Editorial

Democratisation of Political Parties: Key to Survival

Politics is important. It is the key instrument that has given the country its current condition. It is the main tool we have to give overall orientation to the being and affairs of the country and to help us reach goals that have been fixed. The country’s priorities need to be redefined from time to time in the fundamental transformative objectives we set for ourselves. Political parties are in charge of the implementation of the agenda for transformation.

The political leaders of the generation of the 1950s and 1960s worked in real earnest to set out and achieve the goals they had laid down for transforming society into something better than what they had seen before. Those who have known Labour of those days know that there were serious heated debates and extensive discussions within the ranks of the party each time before final choices were made. Not many of the party stalwarts of those days contented themselves with echoing back the views of the leader.

The reason for those frank and thorough discussions was twofold.

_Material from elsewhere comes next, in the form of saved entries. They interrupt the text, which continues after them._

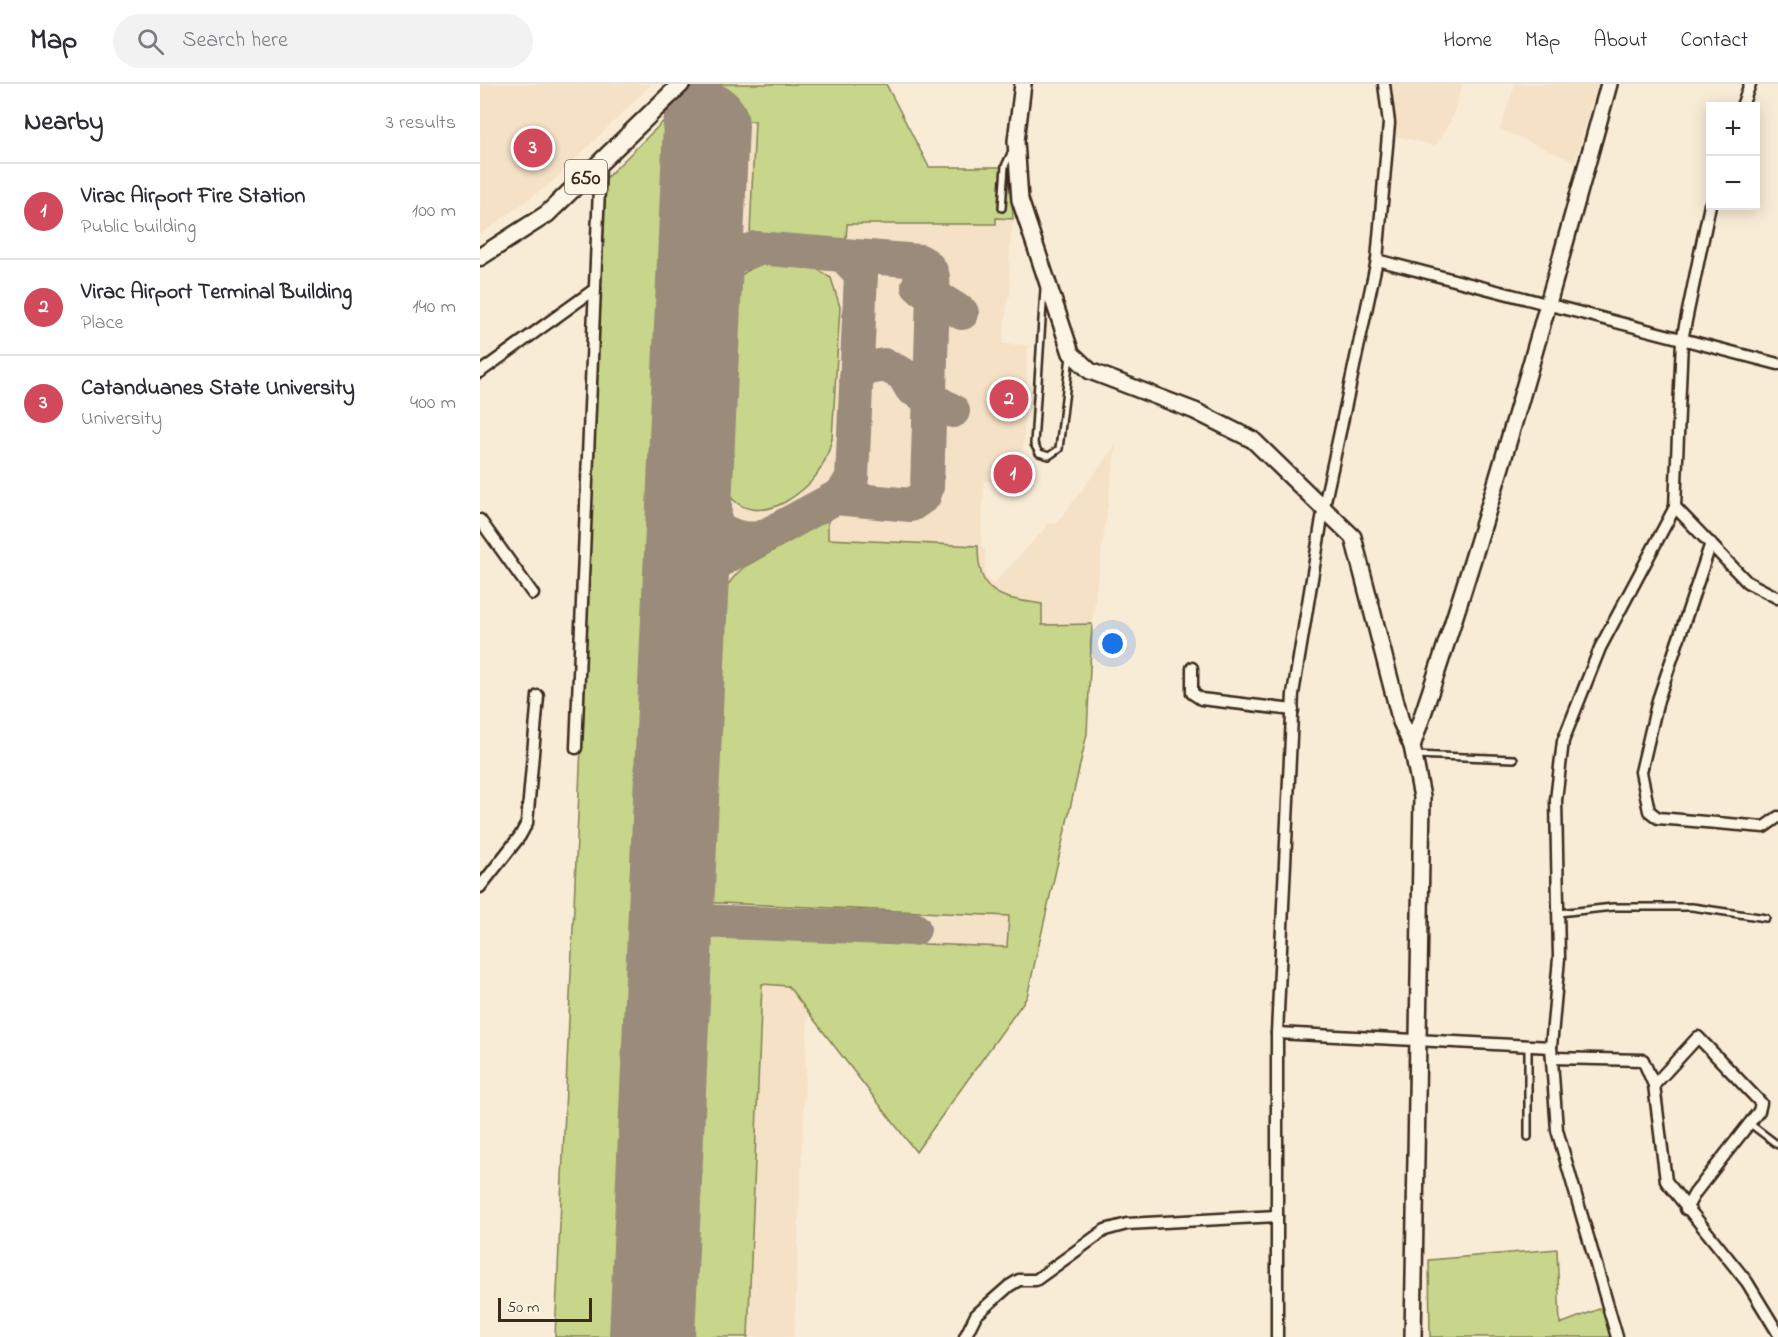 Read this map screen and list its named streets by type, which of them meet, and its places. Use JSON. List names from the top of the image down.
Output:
{
  "streets": {
    "main road": ["650"]
  },
  "scale_bar": "50 m",
  "page": {
    "header": "Map",
    "search": "Search here",
    "nav": [
      "Home",
      "Map",
      "About",
      "Contact"
    ],
    "heading": ["Nearby", "3 results"],
    "map_buttons": ["+", "−"],
    "pins": ["3", "2", "1"],
    "list": [
      {
        "mark": "1",
        "name": "Virac Airport Fire Station",
        "note": "Public building",
        "value": "100 m"
      },
      {
        "mark": "2",
        "name": "Virac Airport Terminal Building",
        "note": "Place",
        "value": "140 m"
      },
      {
        "mark": "3",
        "name": "Catanduanes State University",
        "note": "University",
        "value": "400 m"
      }
    ],
    "scale": "50 m"
  }
}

First, the men and women of that generation had been moulded into the social realities and they understood the stakes for all they were worth. Being in touch with ground realities, they had little time or tolerance for sophistries or purely academic statements. Second, most of them had their own convictions and ideas about how to get to the final objectives. They were men and women of some culture and depth of understanding of issues at the level of each individual. They transcended the fact that they depended ultimately on the good intentions of the leader for their future. The public also knew what specific ideas distinct leaders stood for and how competent they were. Those individuals were respected for their intellectual contributions. The party leadership drew generously from their collegiate contributions in formulating the overall pursuits of the party.

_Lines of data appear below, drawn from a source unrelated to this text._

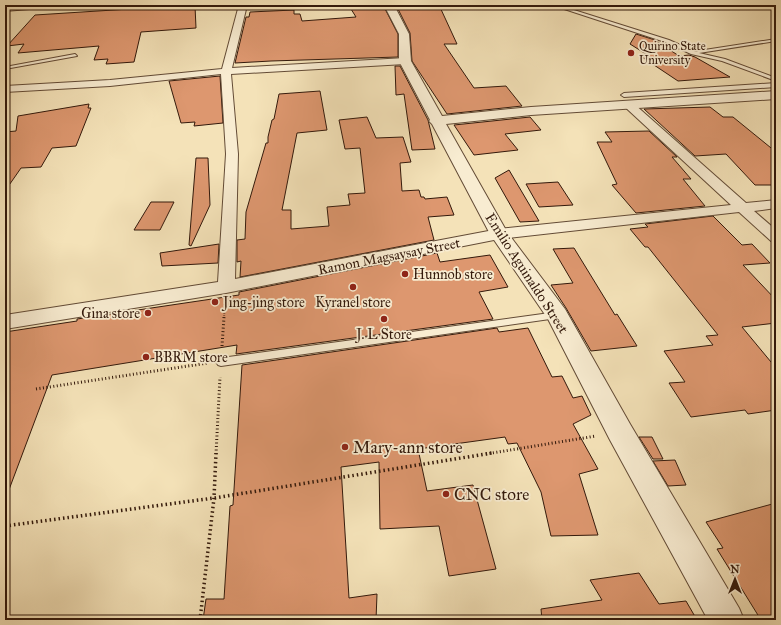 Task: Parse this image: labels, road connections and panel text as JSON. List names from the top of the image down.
{
  "streets": {
    "street": ["Ramon Magsaysay Street", "Emilio Aguinaldo Street"]
  },
  "crossings": [
    ["Ramon Magsaysay Street", "Emilio Aguinaldo Street"]
  ],
  "places": [
    "Quirino State University",
    "Hunnob store",
    "Kyranel store",
    "Jing-jing store",
    "Gina store",
    "J. L Store",
    "BBRM store",
    "Mary-ann store",
    "CNC store"
  ],
  "north": "top"
} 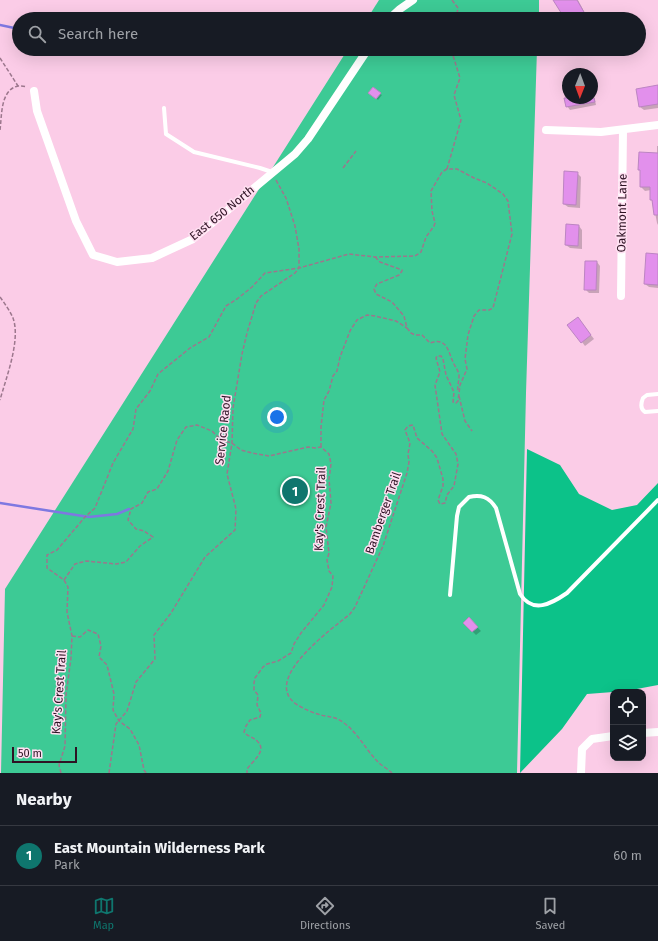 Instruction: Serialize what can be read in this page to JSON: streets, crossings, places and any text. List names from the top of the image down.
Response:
{
  "streets": {
    "street": ["East 650 North", "Oakmont Lane"],
    "path": ["Service Raod", "Kay's Crest Trail", "Bamberger Trail"]
  },
  "crossings": [
    ["Service Raod", "Kay's Crest Trail"]
  ],
  "scale_bar": "50 m",
  "north": "bottom",
  "page": {
    "search": "Search here",
    "pins": "1",
    "scale": "50 m",
    "heading": "Nearby",
    "list": [
      {
        "mark": "1",
        "name": "East Mountain Wilderness Park",
        "note": "Park",
        "value": "60 m"
      }
    ],
    "nav": ["Map", "Directions", "Saved"]
  }
}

However, one does not have the same impression of politics being done in Mauritius in this kind of open forum any more.

Like Labour, the MMM was launched on the basis of ideas about social and political choices that would make for an enlightened social advancement. It did not take very long for the ideals of the founders of the party to melt away into what came to be known as social “realities” in an all-out bid to seize power by the dominant faction of the party. Many felt betrayed and abandoned the party. Many of those who did not toe the line were left on the wayside along the historical path followed by the party. With time, the MMM took the shape rather of an electoral machine with little by way of a profound alternative program, most of its action being limited to rebutting the proposals of different governments or spotting scandals as a way of keeping its given vote-bank from dissipating away.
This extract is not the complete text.